◆ **PROBLEM TO WORK ON**: The answer must consist only of the lines from the line with "function trace(path, color, width, dash)" to the line with "function label(font, color, halo, rows, align", both included, exactly as they stand below.

◆ **INPUT RECORDS**:
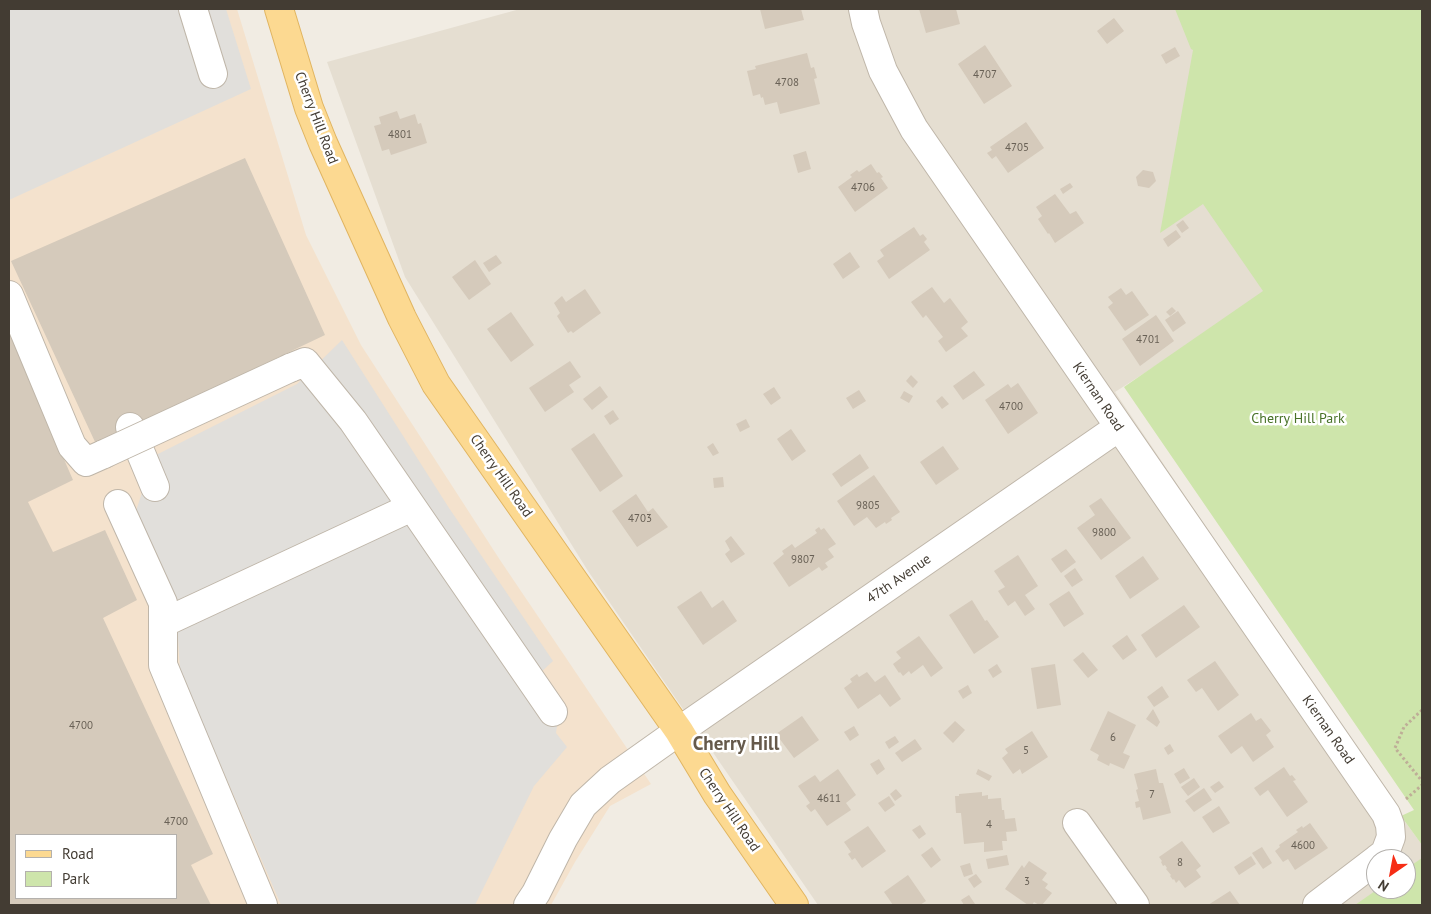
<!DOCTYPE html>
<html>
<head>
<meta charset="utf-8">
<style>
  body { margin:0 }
  #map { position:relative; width:1431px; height:914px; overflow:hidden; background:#f1ece3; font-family:"PT Sans",sans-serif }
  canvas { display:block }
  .frame { position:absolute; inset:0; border:10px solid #433c33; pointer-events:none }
  .legend { position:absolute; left:15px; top:834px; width:162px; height:65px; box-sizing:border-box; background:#fff; border:1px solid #b4b1ad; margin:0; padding:6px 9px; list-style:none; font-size:15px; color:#433c33 }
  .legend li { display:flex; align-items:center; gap:10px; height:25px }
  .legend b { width:25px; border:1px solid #b4b1ad }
  .north { position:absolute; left:1366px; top:849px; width:50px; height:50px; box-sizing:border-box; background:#fff; border:1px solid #b4b1ad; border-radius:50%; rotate:213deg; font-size:14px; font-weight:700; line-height:20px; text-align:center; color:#433c33 }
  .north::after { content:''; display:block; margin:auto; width:18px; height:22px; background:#f62d15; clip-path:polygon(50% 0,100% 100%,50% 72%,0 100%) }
</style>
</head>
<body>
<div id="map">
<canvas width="1431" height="914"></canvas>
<div class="frame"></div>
<ul class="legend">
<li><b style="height:6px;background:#fcd991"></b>Road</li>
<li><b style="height:14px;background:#cee5ab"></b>Park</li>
</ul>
<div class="north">N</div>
</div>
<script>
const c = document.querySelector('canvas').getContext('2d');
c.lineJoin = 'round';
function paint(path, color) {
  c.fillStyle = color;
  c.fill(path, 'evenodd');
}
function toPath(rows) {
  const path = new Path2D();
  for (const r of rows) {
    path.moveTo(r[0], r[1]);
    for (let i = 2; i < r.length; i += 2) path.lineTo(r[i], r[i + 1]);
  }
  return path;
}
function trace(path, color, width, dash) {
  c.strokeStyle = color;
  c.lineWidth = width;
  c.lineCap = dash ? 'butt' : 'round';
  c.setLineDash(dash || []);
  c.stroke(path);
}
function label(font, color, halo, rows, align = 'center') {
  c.font = font + ' "PT Sans",sans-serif';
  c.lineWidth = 5;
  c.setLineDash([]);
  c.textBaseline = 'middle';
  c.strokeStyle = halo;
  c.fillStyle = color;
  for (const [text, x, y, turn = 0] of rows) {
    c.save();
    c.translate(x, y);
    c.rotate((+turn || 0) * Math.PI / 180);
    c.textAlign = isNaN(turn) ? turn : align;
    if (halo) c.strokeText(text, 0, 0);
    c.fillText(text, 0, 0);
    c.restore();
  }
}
paint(toPath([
  [520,9,1197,9,1270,292,1115,392,1401,816,1422,845,1422,871,1406,884,1406,859,1376,859,1376,889,1400,889,1380,905,818,905,588,571,405,277,327,62]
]), '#e5ded1');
paint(toPath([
  [9,9,237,9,306,235,361,345,500,560,651,784,610,806,575,862,551,905,9,905],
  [16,835,176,835,176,898,16,898]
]), '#f4e2cd');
paint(toPath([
  [1175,9,1422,9,1422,845,1401,816,1414,810,1124,387,1263,291,1203,204,1160,233,1193,50,1191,49],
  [1422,858,1422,905,1355,905,1378,889,1406,889,1406,869]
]), '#cee5ab');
paint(toPath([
  [9,9,226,9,251,89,9,200],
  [342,340,449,508,553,661,540,673,560,705,556,733,567,747,534,786,475,905,281,905,180,671,176,604,136,511,154,456,297,384]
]), '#e1dfdb');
paint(toPath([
  [760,9,801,9,804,20,765,29],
  [919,9,956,9,960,24,926,33],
  [1114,18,1124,31,1107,44,1097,31],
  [985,45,1012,86,984,104,958,64],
  [1175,47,1180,56,1166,64,1161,55],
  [807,53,811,68,814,67,817,78,814,79,820,104,780,114,777,102,765,105,763,97,761,98,760,94,753,96,747,71,756,69,755,66],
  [397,111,400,119,415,114,418,124,421,123,427,143,391,155,389,149,382,151,374,126,381,124,379,117],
  [1026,122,1044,148,1008,173,996,156,992,159,987,153,992,150,990,147],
  [806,151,811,169,798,173,793,155],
  [245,158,325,335,96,444,11,261],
  [871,164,877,173,879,172,883,177,881,178,888,188,855,212,838,187,852,177,850,175,857,170,859,172],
  [1143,170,1153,172,1156,181,1149,188,1138,186,1136,177],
  [1070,183,1073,187,1063,194,1060,189],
  [1055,194,1070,214,1076,211,1084,223,1055,243,1049,233,1048,234,1038,219,1042,216,1036,207],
  [1183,220,1189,228,1182,233,1176,225],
  [914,227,920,236,923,234,927,239,924,242,930,250,889,279,877,261,884,256,880,250],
  [1176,230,1181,237,1168,247,1163,239],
  [850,252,860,267,843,279,833,264],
  [496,255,502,263,489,272,483,263],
  [475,260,491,284,469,300,452,277],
  [932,287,944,303,950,298,968,322,961,328,968,336,946,352,938,341,943,337,926,315,923,318,911,302],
  [1121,288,1126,295,1132,291,1149,315,1125,331,1108,307,1113,303,1108,297],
  [585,289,601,313,573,333,571,331,568,333,557,316,560,313,554,303,562,296,566,302],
  [1172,307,1176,311,1170,316,1166,312],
  [1178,311,1186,323,1173,332,1165,320],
  [511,312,534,345,511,362,487,329],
  [1156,315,1174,341,1140,366,1122,339],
  [9,333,73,480,28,502,53,552,105,530,137,600,103,618,213,854,191,865,211,905,9,905],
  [16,835,176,835,176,898,16,898],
  [570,361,581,377,569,385,574,392,545,412,529,388],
  [974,371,985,385,963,400,953,386],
  [911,375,918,382,913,388,906,381],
  [1018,383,1038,413,1008,434,985,400,1008,384,1011,388],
  [600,386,608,397,592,410,583,399],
  [774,387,781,398,771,405,763,394],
  [859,390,866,401,853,409,846,398],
  [904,391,913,396,909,403,900,398],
  [942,396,949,404,942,409,936,401],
  [613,410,619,419,610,425,604,416],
  [746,419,750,427,740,432,736,424],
  [791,429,806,451,792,461,777,439],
  [594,433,623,476,600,492,571,449],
  [713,443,719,453,713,456,707,447],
  [943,446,959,469,936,485,920,462],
  [860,454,869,468,841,487,832,474],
  [874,475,900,512,891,518,892,520,886,524,885,522,876,528,867,517,854,526,837,501],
  [723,477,724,487,714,488,713,478],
  [636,494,648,512,653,508,668,527,637,547,612,511],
  [1101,498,1131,538,1101,560,1077,528,1095,515,1089,506],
  [819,527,821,530,824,528,836,544,828,549,834,557,825,563,828,567,822,571,819,567,789,587,773,563,784,554,782,551,792,544,795,548,817,533,815,530],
  [731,536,745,554,731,563,725,554,730,550,725,541],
  [1066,549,1076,562,1061,573,1051,559],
  [1018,555,1038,586,1025,595,1035,609,1025,616,1015,601,1008,606,998,591,1005,587,994,571],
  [1143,556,1159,579,1130,599,1115,576],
  [1075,568,1083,580,1072,587,1064,576],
  [701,591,712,608,723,600,737,621,703,645,677,607],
  [1069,591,1084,614,1064,627,1049,604],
  [972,600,985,621,987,620,999,637,974,654,949,615],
  [1184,605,1200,627,1156,658,1141,635],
  [1127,635,1137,650,1123,660,1112,646],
  [919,636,943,668,931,677,923,665,911,674,909,671,903,676,900,672,899,673,893,664,901,658,896,652],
  [1083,652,1098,670,1088,678,1073,660],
  [1215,661,1239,695,1218,711,1202,688,1196,692,1187,680],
  [997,664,1002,672,993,678,988,670],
  [1055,664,1061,705,1037,709,1031,668],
  [867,672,875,682,885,675,901,699,890,707,880,694,858,709,844,688,852,682,850,679,857,674,859,677],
  [968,685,972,693,963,699,958,691],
  [1162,686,1169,697,1154,707,1147,697],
  [1153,709,1160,722,1157,727,1146,719],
  [1108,711,1136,725,1123,753,1130,756,1124,769,1110,763,1109,766,1097,760,1099,755,1090,750],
  [1251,713,1256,721,1261,718,1271,731,1266,735,1274,747,1253,762,1242,746,1231,754,1218,736],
  [802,716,819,740,794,758,776,734],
  [955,721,965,730,953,743,943,733],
  [854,726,859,735,850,741,844,732],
  [1032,731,1048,757,1022,774,1020,769,1013,774,1002,758,1008,753,1005,749],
  [895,736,899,742,889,749,885,742],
  [915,739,922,749,902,762,895,753],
  [1170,744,1174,751,1168,755,1164,748],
  [879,759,885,769,877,775,870,764],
  [1284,767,1290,776,1292,775,1296,780,1293,781,1308,802,1287,817,1268,790,1260,796,1254,788],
  [1184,768,1190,778,1180,784,1174,774],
  [838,769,856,795,846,803,851,810,827,826,815,809,811,812,806,806,810,803,798,786,815,775,820,782],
  [978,769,992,776,989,781,976,774],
  [1156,769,1159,783,1163,783,1171,813,1143,820,1140,807,1136,808,1135,802,1139,801,1136,790,1138,789,1134,774],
  [1194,778,1200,787,1188,796,1181,787],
  [1219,781,1224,787,1215,793,1210,787],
  [1204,788,1212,800,1194,812,1185,801],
  [896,789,902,796,895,801,890,794],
  [982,792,982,796,988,795,988,799,1001,798,1002,810,1004,810,1005,819,1015,818,1017,831,1006,832,1007,841,1002,841,1003,850,984,852,984,842,964,844,961,813,956,813,955,796,959,796,959,794],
  [889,796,895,805,885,812,878,803],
  [1219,806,1230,823,1213,833,1202,817],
  [1310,823,1328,848,1295,870,1288,859,1283,862,1275,851,1280,847,1279,845,1298,832,1296,830,1302,826,1303,828],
  [920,825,926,834,919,839,912,830],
  [868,826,886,851,862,868,855,858,852,860,848,854,851,852,844,842],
  [1182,841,1201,866,1196,870,1201,877,1185,888,1179,880,1176,883,1174,879,1173,880,1170,876,1171,875,1166,869,1167,868,1165,865,1163,866,1161,862,1162,861,1159,857],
  [932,847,941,860,931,868,921,855],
  [1262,847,1272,863,1263,869,1252,853],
  [1007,855,1009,865,988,869,986,859],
  [1251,856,1256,864,1239,875,1234,867],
  [1029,861,1047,873,1042,880,1048,884,1045,888,1052,893,1042,905,1039,905,1034,902,1032,905,1028,905,1005,889,1022,865,1024,868],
  [970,863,973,874,964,877,960,866],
  [976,874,982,882,974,888,968,879],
  [908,875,926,901,920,905,893,905,884,892],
  [1230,891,1240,905,1208,905],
  [969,895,975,904,973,905,964,905,961,900]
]), '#d5cabb');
const minor = toPath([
  [193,9,213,74],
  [863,9,866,23,883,71,914,129,1386,814,1390,825,1391,837,1385,853,1377,859],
  [9,295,72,446,86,462,104,454],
  [290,368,305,362,353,421,553,712],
  [130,427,155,487],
  [118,504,163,603,163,665,263,905],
  [163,623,412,507],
  [1077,823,1135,905],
  [528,905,536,893,563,839,583,805,610,780,679,731,1119,427],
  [1317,905,1376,860]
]);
const major = toPath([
  [279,9,309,108,323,143,402,318,436,384,679,731,717,794,794,905]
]);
trace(minor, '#bfb6a9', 30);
trace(major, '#e1b561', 30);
trace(toPath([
  [1422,710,1404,727,1395,748,1422,781],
  [1406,799,1422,785]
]), '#beae97', 3, [2.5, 2.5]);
trace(minor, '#fff', 28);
trace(major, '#fcd991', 28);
const minorBridge = toPath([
  [104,454,290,368]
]);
trace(minorBridge, '#bfb6a9', 30, []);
trace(minorBridge, '#fff', 28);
label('11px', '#686055', null, [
  ["4707",985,75],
  ["4708",787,83],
  ["4801",400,135],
  ["4705",1017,148],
  ["4706",863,188],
  ["4701",1148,340],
  ["4700",1011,407],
  ["9805",868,506],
  ["4703",640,519],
  ["9800",1104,533],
  ["9807",803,560],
  ["4700",81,726],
  ["6",1113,738],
  ["5",1026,751],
  ["7",1152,795],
  ["4611",829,799],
  ["4700",176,822],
  ["4",989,825],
  ["4600",1303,846],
  ["8",1180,863],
  ["3",1027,882]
]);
label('14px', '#433c33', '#fff', [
  ["Cherry Hill Road",316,118,69],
  ["Kiernan Road",1098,397,56],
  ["Cherry Hill Road",501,476,55],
  ["47th Avenue",899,579,-35],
  ["Kiernan Road",1328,730,55],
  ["Cherry Hill Road",729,810,56]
]);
label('14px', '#487228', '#fff', [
  ["Cherry Hill Park",1298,419]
]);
label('bold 19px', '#65594b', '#fff', [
  ["Cherry Hill",736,745]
]);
</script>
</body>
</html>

◆ **RESPONSE FOR THIS EXERCISE**:
function trace(path, color, width, dash) {
  c.strokeStyle = color;
  c.lineWidth = width;
  c.lineCap = dash ? 'butt' : 'round';
  c.setLineDash(dash || []);
  c.stroke(path);
}
function label(font, color, halo, rows, align = 'center') {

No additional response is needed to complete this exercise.